Autonomic symptoms are common among patients with hereditary ATTR amyloidosis, usually accompany the progression of peripheral neuropathy, and are more prevalent in carriers of Val30Met mutations, a review of studies concluded.
The research, “Characteristics and natural history of autonomic involvement in hereditary ATTR amyloidosis: a systematic review,” was published in the journal Clinical Autonomic Research.
Hereditary ATTR amyloidosis is a rare genetic disease caused by mutations in the transthyretin gene (TTR) that lead to deposits of abnormally shaped transthyretin protein, or amyloids, which damage nerves and other tissues.
Familial amyloid polyneuropathy (FAP), or transthyretin (TTR) amyloid polyneuropathy, is a common form of hereditary ATTR.

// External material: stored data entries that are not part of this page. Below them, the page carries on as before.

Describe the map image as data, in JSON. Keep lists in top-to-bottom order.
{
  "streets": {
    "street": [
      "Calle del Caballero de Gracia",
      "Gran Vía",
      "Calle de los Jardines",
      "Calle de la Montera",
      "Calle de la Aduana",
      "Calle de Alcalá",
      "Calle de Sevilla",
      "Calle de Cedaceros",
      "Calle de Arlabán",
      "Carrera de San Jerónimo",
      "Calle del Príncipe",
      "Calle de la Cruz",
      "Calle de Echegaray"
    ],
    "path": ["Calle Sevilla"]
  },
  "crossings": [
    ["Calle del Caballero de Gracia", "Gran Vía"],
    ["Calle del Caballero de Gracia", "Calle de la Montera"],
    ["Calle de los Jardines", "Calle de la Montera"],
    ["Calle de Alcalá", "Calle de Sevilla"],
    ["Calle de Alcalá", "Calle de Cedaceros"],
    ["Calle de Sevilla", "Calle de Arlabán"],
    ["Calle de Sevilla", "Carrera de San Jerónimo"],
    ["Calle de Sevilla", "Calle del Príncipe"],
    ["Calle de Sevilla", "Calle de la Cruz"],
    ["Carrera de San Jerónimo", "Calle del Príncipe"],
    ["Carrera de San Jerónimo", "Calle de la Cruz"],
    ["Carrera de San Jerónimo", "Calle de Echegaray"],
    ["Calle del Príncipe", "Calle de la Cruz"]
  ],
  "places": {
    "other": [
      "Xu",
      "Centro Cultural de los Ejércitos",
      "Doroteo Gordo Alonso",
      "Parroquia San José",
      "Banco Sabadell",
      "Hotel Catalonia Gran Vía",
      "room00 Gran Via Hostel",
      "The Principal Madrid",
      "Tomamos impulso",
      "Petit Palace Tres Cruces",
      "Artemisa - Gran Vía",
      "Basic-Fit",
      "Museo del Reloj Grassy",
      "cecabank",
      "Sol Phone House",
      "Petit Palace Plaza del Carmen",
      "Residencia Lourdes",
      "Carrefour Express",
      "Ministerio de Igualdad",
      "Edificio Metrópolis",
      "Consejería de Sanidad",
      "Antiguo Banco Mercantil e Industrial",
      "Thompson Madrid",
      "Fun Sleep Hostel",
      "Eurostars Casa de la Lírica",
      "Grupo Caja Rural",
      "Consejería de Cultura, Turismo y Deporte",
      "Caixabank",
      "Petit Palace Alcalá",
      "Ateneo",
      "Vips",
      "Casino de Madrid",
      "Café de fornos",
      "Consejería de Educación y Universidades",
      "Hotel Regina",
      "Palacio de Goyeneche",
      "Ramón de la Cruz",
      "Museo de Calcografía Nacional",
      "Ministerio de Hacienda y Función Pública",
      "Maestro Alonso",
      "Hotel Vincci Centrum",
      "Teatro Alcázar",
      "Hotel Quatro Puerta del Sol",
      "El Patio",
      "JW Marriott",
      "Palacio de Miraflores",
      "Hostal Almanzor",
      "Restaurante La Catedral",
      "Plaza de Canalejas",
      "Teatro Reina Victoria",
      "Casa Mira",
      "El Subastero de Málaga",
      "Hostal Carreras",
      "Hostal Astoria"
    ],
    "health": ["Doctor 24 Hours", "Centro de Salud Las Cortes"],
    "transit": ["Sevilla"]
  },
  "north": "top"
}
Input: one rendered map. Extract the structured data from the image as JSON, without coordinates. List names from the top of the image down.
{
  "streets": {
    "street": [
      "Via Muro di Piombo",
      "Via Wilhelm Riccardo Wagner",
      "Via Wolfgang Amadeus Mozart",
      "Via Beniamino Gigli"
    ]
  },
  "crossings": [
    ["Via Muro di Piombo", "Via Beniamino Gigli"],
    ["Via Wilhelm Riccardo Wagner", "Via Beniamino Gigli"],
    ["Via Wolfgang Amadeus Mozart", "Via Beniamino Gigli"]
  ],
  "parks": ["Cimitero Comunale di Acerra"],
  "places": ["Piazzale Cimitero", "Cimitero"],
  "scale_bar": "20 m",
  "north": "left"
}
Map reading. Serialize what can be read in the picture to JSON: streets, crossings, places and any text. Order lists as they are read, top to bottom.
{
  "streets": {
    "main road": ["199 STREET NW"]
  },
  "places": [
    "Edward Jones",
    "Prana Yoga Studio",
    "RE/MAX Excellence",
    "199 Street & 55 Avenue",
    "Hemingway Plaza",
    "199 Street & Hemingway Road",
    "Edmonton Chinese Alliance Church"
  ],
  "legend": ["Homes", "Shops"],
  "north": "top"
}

Autonomic neuropathy is a hallmark of the condition, caused by damage to the nerves that control involuntary bodily functions such as heart rhythm, blood pressure, temperature control, digestion, bladder function, blood glucose regulation, or the reflexive ability of the eyes’ pupils to adjust to light and darkness.
Autonomic symptoms emerge at very early stages of the disease and pose a strong burden to patients. However, they often are overlooked because they can be masked by other, more pronounced symptoms of the disease.
In a bid to better characterize the autonomic dysfunctions of people with hereditary ATTR amyloidosis, researchers in this study reviewed the natural history studies and clinical trials that have been published about the disease.
They selected 10 reviews, 10 clinical studies and clinical trial extension studies, and eight clinical cases or series in different patient populations, for the final analysis.
This joint analysis revealed that autonomic symptoms were present in 50%–80% of the patients. The most common symptoms were orthostatic hypotension (OH,, which is a decrease in blood pressure after standing up), diarrhea, constipation, erectile dysfunction, urinary incontinence, and xerostomia (dry mouth).
Gastrointestinal symptoms and OH usually were felt earlier than urogenital complications.
Such manifestations were more common in patients with the Val30Met mutation, the most common cause of FAP. They were the first to experience symptoms after the onset of disease (on average 2.7 years after).
Conversely, patients carrying cardiac mutations were less likely to develop autonomic symptoms. Prevalence also seemed to be more common in younger patients, and in those with early-onset disease.
Reports often illustrated that autonomic symptoms are overlooked and masked by other non-autonomic symptoms. These mistakes can limit therapeutic options, researchers noted.
Symptom progression often matches that of motor and sensory peripheral neuropathy — a progressive loss of nerve function in the periphery of the body, including the feet, legs, hands, and arms.
In most clinical trials, nutritional status and autonomic components in the quality-of-life questionnaire of the Norfolk QOL-DM questionnaire were the most common measures to assess the indirect progression of autonomic dysfunction. COMPASS-31 questionnaire — a patient-reported score of autonomic symptoms — was used in one trial and showed “good results,” researchers wrote.
The use of more complex measurements is challenging given the involvement of multiple organs in the disease. Checking for heart rate variability, for instance, is of limited value for patients with irregular heartbeats (arrhythmias).
“Better biomarkers to assess the onset and progression of the autonomic dysfunction are needed,” the authors said.
Another aspect emerging from studies was the impact of autonomic dysfunction over patients’ health and quality of life. Autonomic symptoms had a significant impact on disease complications, progression, and mortality.
Researchers cautioned that available studies are still insufficient to understand clearly the features and how autonomic manifestations evolve over time in patients. Better outcome measures also are needed, they said.
The progression of autonomic symptoms is still poorly characterized and there is a lack “of robust, objective indicators” for its course. The gap exists, in part, to the fact that hereditary ATTR is a very rare disease, and also because most of the published literature are case reports or case studies looking at only one or a few patients.
The team calls attention to the fact that assessing autonomic symptoms should be done carefully. This “will help the clinician to better understand the multisystemic complaints of patients … and will facilitate the treatment of certain conditions,” the wrote.